BEGIN Materials provided
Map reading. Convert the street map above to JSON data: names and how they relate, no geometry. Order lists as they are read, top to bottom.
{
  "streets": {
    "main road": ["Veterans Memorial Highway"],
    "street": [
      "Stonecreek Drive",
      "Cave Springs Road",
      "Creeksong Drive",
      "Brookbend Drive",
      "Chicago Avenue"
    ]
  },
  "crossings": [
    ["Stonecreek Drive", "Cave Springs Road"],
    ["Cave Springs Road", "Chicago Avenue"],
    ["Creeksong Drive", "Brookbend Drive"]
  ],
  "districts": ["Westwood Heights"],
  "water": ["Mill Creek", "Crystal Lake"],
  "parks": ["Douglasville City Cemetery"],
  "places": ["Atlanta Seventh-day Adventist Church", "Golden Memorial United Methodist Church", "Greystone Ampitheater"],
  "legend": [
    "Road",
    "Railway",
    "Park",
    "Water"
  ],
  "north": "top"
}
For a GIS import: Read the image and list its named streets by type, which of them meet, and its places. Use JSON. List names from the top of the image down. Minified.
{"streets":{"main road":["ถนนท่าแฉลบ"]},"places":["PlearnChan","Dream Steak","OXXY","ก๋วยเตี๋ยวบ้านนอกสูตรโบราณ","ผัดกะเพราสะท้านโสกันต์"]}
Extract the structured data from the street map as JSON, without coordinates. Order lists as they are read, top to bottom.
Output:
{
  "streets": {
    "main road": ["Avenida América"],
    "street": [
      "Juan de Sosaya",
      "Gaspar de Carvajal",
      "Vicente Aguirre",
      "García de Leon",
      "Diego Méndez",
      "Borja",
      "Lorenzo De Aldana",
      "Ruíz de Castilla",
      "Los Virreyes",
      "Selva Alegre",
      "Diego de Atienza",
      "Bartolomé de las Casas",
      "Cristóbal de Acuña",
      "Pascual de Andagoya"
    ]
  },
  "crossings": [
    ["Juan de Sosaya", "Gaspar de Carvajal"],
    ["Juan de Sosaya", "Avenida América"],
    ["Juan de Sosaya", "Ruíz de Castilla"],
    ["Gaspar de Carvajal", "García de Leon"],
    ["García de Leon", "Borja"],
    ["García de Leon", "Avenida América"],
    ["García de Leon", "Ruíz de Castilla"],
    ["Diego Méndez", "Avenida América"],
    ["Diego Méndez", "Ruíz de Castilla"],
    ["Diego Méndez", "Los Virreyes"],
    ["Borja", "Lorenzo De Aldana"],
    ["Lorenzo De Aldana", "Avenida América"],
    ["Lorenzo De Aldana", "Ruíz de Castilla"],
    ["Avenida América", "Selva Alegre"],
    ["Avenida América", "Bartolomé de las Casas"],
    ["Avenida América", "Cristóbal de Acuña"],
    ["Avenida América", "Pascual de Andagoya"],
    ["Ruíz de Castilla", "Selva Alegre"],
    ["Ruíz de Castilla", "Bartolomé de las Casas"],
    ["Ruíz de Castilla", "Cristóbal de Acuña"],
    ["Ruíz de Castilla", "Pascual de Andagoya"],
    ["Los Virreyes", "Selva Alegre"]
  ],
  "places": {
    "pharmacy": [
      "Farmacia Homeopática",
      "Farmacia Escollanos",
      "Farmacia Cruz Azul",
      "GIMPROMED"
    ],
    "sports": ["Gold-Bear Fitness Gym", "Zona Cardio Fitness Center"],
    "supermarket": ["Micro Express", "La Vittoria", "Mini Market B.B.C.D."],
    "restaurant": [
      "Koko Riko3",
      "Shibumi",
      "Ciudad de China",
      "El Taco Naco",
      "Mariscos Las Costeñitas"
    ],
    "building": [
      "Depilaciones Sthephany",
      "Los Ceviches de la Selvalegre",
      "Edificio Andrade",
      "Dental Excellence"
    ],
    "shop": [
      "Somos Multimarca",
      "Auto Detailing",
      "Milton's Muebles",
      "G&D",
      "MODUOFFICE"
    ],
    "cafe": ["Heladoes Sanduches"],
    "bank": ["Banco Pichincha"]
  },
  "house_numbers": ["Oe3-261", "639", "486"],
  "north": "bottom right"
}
END Materials provided
- _Your task_
Return exactly the opening lines of the listing above, ending with the line that has "Extract the structured".

- _Response box_
Map reading. Convert the street map above to JSON data: names and how they relate, no geometry. Order lists as they are read, top to bottom.
{
  "streets": {
    "main road": ["Veterans Memorial Highway"],
    "street": [
      "Stonecreek Drive",
      "Cave Springs Road",
      "Creeksong Drive",
      "Brookbend Drive",
      "Chicago Avenue"
    ]
  },
  "crossings": [
    ["Stonecreek Drive", "Cave Springs Road"],
    ["Cave Springs Road", "Chicago Avenue"],
    ["Creeksong Drive", "Brookbend Drive"]
  ],
  "districts": ["Westwood Heights"],
  "water": ["Mill Creek", "Crystal Lake"],
  "parks": ["Douglasville City Cemetery"],
  "places": ["Atlanta Seventh-day Adventist Church", "Golden Memorial United Methodist Church", "Greystone Ampitheater"],
  "legend": [
    "Road",
    "Railway",
    "Park",
    "Water"
  ],
  "north": "top"
}
For a GIS import: Read the image and list its named streets by type, which of them meet, and its places. Use JSON. List names from the top of the image down. Minified.
{"streets":{"main road":["ถนนท่าแฉลบ"]},"places":["PlearnChan","Dream Steak","OXXY","ก๋วยเตี๋ยวบ้านนอกสูตรโบราณ","ผัดกะเพราสะท้านโสกันต์"]}
Extract the structured data from the street map as JSON, without coordinates. Order lists as they are read, top to bottom.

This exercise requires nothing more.